◆ **What you will do**: Report each line of the data that has "place" somewhere in it.

Stored items
Content starts
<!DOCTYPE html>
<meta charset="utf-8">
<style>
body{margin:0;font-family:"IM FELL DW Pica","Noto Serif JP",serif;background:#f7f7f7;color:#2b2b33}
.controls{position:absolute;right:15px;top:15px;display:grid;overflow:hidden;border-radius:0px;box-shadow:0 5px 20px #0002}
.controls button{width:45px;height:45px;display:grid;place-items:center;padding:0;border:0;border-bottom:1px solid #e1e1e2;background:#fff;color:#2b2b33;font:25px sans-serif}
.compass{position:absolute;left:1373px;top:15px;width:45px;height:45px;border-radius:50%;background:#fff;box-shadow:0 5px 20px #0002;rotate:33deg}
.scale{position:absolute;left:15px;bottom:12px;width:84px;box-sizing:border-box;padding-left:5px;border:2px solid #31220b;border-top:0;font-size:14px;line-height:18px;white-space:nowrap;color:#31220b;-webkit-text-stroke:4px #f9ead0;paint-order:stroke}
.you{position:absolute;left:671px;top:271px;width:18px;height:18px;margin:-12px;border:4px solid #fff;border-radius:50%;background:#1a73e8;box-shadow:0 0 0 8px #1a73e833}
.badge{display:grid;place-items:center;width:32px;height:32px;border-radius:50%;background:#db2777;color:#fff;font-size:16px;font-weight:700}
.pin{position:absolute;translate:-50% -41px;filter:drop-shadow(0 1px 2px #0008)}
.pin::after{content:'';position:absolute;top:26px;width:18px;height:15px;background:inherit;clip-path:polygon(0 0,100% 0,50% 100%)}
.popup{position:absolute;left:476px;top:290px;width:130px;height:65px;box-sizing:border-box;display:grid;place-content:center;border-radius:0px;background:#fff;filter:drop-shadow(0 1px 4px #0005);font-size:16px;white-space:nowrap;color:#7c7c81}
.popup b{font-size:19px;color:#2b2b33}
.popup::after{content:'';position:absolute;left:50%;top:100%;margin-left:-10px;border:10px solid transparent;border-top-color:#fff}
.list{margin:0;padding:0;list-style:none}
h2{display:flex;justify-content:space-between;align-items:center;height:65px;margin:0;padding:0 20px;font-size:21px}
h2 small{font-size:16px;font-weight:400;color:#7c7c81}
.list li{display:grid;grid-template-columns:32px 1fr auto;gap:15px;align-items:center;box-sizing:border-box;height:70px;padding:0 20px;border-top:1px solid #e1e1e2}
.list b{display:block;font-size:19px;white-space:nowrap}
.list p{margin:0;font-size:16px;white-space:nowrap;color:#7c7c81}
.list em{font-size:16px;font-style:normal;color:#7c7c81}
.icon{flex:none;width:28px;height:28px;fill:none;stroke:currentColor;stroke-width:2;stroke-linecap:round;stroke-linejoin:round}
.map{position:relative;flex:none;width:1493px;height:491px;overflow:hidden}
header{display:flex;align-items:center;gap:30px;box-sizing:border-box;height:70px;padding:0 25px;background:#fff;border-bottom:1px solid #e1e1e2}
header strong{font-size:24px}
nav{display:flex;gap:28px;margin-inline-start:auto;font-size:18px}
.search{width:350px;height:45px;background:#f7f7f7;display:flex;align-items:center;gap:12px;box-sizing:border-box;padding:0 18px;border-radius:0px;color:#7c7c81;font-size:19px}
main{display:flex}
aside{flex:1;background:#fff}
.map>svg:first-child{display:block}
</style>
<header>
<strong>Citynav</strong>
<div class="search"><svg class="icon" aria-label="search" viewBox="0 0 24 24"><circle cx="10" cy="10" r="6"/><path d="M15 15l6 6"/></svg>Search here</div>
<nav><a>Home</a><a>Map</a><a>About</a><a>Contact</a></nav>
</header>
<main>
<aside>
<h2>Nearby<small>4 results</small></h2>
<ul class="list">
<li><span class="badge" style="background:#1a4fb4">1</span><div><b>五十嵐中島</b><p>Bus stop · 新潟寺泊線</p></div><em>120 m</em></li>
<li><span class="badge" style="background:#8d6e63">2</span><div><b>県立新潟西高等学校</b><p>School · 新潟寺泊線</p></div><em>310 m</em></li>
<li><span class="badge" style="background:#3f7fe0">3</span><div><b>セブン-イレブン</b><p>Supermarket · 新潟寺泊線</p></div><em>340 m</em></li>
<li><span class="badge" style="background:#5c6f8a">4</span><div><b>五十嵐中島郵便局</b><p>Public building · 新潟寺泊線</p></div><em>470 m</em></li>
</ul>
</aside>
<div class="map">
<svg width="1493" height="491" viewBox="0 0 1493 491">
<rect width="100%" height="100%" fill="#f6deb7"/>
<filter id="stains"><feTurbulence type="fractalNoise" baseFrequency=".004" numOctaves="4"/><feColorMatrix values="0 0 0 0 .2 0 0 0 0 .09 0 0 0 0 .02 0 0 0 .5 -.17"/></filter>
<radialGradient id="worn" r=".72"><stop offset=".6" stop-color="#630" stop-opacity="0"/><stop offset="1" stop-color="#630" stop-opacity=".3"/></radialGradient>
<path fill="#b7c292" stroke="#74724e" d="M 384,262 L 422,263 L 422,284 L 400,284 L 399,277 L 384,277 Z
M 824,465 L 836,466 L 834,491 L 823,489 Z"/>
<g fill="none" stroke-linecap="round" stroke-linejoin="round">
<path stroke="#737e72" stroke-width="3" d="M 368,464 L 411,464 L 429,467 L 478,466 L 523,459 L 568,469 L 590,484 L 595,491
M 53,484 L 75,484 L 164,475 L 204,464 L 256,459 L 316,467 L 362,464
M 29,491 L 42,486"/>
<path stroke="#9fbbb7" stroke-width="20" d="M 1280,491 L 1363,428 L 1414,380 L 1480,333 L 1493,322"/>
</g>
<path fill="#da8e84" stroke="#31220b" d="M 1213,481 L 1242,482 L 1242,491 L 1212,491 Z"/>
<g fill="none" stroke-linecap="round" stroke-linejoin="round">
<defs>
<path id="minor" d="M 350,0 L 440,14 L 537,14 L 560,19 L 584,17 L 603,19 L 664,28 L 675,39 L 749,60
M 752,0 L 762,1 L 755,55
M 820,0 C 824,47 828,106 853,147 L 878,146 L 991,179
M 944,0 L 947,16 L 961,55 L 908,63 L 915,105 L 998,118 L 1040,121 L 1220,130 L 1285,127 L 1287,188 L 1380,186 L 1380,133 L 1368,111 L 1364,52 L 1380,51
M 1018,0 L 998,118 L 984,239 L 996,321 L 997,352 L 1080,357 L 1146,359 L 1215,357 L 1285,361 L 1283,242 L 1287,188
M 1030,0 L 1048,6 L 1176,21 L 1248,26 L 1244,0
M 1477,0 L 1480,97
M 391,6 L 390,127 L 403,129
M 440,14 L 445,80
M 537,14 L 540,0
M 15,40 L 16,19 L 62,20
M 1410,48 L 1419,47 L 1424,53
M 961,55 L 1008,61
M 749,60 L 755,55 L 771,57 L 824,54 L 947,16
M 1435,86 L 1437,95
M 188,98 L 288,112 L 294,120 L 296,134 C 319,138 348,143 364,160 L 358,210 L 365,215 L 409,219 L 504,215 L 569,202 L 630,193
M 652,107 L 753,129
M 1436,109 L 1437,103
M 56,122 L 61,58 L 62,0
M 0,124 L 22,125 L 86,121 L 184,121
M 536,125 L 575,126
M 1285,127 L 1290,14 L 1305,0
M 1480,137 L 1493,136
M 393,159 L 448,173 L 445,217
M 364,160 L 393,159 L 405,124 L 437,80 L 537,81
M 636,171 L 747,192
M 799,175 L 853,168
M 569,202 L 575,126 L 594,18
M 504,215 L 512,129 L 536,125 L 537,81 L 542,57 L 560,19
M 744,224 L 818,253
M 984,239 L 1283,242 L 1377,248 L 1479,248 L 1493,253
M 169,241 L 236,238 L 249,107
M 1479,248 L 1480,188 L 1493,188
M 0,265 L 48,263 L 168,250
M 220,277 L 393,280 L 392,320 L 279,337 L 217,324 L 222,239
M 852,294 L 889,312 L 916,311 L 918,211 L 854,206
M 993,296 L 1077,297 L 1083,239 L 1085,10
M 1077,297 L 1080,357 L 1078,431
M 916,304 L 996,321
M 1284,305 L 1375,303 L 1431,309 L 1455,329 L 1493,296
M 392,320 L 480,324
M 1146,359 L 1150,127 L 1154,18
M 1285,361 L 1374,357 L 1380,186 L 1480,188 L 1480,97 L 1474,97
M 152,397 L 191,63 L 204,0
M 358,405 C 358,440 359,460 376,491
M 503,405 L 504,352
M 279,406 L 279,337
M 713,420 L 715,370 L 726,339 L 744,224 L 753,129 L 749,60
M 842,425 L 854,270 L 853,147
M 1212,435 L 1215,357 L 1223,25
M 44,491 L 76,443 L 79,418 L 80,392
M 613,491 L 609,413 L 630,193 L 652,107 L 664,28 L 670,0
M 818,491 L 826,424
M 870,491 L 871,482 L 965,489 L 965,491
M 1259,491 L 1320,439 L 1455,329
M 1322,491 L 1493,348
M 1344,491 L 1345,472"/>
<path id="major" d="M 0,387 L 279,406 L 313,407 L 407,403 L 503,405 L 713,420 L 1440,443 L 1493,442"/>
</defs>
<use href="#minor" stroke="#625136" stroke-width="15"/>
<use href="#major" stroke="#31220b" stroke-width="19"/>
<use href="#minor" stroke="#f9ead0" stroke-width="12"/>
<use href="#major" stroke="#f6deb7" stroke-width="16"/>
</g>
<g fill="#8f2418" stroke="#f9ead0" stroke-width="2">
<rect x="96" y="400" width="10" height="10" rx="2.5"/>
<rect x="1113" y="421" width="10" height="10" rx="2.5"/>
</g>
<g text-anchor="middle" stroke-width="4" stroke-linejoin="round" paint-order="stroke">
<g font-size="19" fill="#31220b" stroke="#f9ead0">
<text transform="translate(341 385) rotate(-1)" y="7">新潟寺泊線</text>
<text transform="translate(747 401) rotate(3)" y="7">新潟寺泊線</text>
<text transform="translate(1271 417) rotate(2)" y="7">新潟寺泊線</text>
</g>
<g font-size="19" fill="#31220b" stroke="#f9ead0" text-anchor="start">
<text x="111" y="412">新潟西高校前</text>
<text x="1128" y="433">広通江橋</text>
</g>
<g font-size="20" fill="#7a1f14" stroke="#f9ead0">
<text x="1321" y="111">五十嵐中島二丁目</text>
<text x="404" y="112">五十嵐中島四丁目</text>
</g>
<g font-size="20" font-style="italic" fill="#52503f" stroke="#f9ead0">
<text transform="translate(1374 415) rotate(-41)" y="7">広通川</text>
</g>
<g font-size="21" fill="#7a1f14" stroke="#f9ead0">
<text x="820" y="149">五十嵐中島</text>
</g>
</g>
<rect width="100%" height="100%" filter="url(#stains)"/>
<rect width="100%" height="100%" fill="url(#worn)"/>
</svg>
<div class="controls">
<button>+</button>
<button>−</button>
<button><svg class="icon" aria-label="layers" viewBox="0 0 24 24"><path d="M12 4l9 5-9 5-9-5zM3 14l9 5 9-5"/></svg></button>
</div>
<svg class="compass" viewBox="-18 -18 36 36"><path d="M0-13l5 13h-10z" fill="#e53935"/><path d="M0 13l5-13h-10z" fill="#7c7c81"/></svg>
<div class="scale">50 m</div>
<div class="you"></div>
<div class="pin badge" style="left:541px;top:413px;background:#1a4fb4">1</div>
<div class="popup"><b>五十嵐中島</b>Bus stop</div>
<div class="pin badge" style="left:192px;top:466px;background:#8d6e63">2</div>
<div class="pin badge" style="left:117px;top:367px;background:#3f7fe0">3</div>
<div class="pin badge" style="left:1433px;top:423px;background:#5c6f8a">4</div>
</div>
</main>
Content ends
◆ **Solution to this problem**:
.controls button{width:45px;height:45px;display:grid;place-items:center;padding:0;border:0;border-bottom:1px solid #e1e1e2;background:#fff;color:#2b2b33;font:25px sans-serif}
.badge{display:grid;place-items:center;width:32px;height:32px;border-radius:50%;background:#db2777;color:#fff;font-size:16px;font-weight:700}
.popup{position:absolute;left:476px;top:290px;width:130px;height:65px;box-sizing:border-box;display:grid;place-content:center;border-radius:0px;background:#fff;filter:drop-shadow(0 1px 4px #0005);font-size:16px;white-space:nowrap;color:#7c7c81}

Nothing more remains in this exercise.